# Exercise brief
Copy the records below word for word, from the first line through the line that contains "position:absolute; left:381px; top:319px;", and leave out any pictures.

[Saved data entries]
--------------------------------

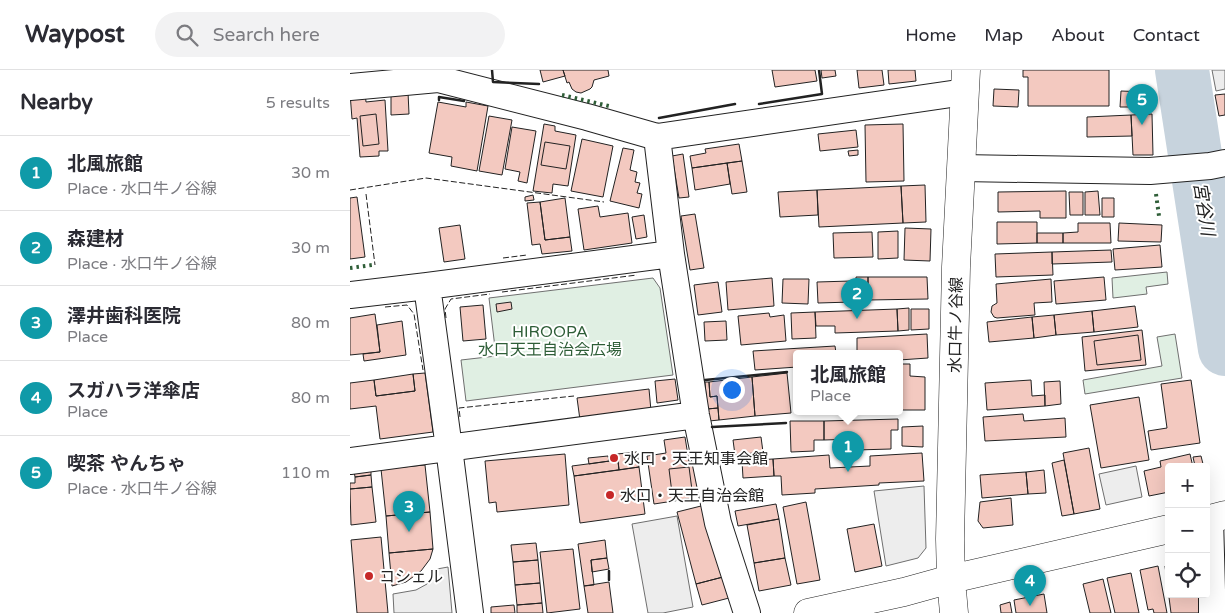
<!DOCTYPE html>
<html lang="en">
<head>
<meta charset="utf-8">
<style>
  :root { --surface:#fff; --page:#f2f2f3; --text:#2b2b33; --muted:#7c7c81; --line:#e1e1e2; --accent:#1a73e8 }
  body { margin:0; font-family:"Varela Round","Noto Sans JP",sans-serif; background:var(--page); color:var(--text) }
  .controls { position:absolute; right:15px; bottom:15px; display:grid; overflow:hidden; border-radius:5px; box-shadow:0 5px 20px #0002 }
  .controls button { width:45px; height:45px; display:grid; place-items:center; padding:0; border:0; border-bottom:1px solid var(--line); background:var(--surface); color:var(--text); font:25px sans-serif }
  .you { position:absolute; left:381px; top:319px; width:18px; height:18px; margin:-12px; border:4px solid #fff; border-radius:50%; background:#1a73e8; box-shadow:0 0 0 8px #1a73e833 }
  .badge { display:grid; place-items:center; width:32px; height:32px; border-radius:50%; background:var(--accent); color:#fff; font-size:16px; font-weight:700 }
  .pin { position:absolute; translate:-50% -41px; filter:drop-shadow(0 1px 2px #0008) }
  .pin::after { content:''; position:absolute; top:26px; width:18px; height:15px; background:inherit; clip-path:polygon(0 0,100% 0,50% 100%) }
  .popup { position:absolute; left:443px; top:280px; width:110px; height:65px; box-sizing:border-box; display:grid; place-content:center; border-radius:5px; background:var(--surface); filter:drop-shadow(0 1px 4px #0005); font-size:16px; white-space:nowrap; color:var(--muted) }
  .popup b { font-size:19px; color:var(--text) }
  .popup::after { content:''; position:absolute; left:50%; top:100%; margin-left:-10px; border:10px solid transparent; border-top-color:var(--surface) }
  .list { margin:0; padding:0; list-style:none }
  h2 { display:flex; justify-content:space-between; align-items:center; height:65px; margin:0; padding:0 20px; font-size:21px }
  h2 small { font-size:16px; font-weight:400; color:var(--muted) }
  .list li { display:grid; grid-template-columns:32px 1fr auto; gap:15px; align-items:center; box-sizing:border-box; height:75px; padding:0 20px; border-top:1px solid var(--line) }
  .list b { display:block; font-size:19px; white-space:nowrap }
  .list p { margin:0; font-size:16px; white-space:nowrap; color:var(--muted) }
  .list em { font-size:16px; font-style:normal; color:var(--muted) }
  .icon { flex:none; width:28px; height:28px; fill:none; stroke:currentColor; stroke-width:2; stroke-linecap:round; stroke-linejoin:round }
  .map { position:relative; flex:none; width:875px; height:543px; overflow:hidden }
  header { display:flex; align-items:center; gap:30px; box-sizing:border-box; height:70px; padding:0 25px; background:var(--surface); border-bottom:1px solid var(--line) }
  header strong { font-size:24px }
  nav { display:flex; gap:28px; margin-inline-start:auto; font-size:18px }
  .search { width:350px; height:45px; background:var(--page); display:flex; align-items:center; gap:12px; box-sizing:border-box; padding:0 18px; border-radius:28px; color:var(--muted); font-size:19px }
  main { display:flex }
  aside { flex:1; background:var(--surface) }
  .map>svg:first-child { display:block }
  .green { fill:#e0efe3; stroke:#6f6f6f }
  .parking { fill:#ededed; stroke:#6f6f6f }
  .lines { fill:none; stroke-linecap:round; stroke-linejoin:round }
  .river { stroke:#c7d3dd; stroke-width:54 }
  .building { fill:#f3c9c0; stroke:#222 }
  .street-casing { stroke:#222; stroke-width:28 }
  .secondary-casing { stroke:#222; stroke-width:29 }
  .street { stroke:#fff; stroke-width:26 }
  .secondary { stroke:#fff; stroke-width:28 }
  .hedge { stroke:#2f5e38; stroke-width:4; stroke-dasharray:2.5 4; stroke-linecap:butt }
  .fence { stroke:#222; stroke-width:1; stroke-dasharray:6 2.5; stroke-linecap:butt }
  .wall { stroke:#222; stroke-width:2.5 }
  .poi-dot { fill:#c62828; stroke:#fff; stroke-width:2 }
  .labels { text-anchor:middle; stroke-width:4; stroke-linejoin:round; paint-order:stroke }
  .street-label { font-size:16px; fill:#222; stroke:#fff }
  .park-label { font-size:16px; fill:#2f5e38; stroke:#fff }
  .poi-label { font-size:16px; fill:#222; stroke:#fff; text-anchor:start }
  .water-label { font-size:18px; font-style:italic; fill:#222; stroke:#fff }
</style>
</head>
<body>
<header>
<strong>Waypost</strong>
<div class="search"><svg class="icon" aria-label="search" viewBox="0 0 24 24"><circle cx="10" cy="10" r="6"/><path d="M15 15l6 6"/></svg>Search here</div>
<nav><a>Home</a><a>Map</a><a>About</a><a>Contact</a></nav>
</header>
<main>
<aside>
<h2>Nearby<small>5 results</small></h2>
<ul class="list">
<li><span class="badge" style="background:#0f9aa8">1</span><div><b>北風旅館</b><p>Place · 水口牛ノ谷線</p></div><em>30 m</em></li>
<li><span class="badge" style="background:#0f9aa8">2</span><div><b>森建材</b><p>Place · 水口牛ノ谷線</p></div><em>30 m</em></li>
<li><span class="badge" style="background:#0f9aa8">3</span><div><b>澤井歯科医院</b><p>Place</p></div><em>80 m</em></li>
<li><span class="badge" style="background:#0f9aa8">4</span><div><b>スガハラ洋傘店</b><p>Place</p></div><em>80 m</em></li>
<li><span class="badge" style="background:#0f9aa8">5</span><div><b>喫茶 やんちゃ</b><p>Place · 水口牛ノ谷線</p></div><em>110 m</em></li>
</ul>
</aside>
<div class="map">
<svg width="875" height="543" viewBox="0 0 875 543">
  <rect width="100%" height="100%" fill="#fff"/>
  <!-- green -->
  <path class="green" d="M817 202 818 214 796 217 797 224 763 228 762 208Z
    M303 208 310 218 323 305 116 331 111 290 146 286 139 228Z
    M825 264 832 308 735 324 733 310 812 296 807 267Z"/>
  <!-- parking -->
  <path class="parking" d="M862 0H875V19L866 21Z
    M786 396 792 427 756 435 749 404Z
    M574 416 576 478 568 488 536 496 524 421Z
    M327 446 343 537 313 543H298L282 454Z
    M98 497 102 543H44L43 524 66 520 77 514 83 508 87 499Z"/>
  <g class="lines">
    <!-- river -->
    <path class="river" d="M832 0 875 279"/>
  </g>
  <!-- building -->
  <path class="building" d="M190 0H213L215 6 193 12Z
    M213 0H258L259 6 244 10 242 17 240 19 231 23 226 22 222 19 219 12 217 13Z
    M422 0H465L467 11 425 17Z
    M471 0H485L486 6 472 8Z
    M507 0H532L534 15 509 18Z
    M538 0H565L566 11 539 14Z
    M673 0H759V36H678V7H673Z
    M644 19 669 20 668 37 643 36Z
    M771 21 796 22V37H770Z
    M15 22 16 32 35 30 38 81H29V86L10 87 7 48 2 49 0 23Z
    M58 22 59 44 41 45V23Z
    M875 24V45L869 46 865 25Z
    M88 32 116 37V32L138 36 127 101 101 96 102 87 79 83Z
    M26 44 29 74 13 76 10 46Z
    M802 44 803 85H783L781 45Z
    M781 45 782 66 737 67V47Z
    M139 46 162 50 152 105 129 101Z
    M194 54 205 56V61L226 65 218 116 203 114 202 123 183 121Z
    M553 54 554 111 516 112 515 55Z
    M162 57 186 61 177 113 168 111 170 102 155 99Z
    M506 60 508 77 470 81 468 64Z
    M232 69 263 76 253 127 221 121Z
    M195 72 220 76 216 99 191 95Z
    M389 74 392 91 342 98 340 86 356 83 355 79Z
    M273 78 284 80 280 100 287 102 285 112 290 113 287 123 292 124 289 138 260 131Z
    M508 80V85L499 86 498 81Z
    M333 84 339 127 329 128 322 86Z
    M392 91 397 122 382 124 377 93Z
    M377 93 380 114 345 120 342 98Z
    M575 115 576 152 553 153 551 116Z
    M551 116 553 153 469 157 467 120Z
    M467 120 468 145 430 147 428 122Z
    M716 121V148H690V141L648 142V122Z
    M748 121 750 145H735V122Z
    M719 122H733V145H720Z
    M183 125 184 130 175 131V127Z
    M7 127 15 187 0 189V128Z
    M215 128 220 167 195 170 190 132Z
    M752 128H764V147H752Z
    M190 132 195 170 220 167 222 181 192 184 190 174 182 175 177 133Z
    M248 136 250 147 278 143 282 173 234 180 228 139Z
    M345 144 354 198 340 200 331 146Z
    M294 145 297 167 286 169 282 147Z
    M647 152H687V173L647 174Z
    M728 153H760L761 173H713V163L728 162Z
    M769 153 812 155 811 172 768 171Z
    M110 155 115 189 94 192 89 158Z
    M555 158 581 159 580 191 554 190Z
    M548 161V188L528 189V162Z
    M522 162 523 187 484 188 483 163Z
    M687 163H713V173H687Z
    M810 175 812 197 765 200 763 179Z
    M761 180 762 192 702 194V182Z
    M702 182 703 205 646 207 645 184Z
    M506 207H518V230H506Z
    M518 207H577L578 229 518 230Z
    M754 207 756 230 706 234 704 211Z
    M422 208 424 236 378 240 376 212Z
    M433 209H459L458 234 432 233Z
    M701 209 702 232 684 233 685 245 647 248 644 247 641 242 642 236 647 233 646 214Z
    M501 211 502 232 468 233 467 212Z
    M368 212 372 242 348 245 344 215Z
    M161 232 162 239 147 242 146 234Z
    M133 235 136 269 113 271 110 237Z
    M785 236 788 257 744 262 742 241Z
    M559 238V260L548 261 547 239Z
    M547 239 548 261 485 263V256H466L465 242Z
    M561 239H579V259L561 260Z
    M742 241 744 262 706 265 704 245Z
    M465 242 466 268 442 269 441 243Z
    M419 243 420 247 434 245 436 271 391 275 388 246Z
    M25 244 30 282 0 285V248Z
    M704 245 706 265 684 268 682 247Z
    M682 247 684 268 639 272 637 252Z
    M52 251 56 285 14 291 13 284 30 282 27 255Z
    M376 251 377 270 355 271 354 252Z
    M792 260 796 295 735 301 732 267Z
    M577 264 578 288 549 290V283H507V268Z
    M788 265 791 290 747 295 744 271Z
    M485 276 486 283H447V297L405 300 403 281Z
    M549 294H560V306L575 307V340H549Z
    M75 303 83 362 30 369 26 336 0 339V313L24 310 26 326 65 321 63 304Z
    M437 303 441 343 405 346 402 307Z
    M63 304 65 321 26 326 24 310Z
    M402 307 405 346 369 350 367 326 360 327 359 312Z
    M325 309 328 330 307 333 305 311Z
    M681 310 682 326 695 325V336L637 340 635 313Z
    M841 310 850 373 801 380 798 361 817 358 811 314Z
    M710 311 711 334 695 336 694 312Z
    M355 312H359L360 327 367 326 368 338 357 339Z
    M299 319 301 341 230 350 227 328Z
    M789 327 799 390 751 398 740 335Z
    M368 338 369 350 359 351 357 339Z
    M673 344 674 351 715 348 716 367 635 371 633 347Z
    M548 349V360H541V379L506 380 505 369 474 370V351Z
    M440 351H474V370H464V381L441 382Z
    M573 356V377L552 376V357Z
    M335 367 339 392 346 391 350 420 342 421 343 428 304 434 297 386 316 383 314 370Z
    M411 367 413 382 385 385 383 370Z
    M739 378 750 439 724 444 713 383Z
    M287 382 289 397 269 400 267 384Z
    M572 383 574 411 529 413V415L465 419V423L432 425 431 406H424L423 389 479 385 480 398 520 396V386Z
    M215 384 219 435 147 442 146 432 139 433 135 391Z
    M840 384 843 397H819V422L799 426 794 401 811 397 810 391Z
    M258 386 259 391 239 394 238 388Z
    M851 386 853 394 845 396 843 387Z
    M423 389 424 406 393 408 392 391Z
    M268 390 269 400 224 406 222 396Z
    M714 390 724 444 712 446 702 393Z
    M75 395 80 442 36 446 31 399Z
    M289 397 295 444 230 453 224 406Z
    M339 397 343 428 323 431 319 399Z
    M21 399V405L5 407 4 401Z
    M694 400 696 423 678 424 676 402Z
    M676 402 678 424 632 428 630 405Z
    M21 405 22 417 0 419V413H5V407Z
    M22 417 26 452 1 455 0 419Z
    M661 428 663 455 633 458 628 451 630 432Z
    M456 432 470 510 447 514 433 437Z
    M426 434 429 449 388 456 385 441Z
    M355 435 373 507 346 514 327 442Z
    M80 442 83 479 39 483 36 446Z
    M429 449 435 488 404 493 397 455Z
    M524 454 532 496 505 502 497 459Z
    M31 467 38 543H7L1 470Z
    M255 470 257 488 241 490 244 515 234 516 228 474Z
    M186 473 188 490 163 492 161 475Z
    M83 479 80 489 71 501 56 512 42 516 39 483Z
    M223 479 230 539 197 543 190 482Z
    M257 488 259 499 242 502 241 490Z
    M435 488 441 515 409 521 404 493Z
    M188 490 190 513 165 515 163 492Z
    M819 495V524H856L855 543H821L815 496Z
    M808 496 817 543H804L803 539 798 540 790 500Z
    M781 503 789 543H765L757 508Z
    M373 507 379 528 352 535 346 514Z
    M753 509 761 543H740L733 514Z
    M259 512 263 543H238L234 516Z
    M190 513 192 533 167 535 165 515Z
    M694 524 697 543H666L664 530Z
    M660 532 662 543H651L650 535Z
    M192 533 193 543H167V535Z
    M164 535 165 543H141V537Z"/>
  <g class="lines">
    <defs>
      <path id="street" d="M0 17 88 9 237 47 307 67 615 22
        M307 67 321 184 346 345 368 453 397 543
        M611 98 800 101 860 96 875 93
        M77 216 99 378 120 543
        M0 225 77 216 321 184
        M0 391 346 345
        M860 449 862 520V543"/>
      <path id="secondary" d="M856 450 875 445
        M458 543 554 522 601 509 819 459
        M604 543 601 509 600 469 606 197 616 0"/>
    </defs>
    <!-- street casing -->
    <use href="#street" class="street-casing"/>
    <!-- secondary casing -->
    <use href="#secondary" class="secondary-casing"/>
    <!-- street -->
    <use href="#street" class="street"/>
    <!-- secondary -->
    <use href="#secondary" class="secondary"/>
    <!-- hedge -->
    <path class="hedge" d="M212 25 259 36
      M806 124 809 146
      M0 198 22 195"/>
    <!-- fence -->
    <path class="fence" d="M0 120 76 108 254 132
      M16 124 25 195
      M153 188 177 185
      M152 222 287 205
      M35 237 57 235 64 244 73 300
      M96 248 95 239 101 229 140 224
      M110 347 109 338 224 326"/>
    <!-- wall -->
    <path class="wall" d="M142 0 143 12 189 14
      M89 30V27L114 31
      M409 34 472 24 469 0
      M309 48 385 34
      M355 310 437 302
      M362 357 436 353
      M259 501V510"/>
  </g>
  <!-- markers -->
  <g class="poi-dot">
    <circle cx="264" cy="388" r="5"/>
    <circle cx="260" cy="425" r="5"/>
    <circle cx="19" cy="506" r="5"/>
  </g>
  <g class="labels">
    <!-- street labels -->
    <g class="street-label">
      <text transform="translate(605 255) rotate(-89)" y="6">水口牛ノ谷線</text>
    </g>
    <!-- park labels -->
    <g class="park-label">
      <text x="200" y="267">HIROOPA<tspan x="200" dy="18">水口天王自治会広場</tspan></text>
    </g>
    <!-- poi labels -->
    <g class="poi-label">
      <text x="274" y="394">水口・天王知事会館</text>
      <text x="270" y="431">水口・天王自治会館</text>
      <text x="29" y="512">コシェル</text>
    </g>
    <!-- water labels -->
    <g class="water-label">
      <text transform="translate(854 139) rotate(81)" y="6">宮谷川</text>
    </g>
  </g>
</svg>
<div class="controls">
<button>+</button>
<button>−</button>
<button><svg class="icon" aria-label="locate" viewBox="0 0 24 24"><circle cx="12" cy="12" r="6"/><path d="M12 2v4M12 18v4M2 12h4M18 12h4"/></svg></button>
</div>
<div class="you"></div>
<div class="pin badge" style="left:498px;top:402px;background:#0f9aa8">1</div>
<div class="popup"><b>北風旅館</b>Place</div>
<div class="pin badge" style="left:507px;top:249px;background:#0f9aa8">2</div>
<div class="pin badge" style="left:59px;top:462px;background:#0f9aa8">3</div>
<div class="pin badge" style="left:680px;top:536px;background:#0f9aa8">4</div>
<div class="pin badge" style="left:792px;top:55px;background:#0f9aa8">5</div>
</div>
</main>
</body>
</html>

--------------------------------

# Answer to this task
<!DOCTYPE html>
<html lang="en">
<head>
<meta charset="utf-8">
<style>
  :root { --surface:#fff; --page:#f2f2f3; --text:#2b2b33; --muted:#7c7c81; --line:#e1e1e2; --accent:#1a73e8 }
  body { margin:0; font-family:"Varela Round","Noto Sans JP",sans-serif; background:var(--page); color:var(--text) }
  .controls { position:absolute; right:15px; bottom:15px; display:grid; overflow:hidden; border-radius:5px; box-shadow:0 5px 20px #0002 }
  .controls button { width:45px; height:45px; display:grid; place-items:center; padding:0; border:0; border-bottom:1px solid var(--line); background:var(--surface); color:var(--text); font:25px sans-serif }
  .you { position:absolute; left:381px; top:319px; width:18px; height:18px; margin:-12px; border:4px solid #fff; border-radius:50%; background:#1a73e8; box-shadow:0 0 0 8px #1a73e833 }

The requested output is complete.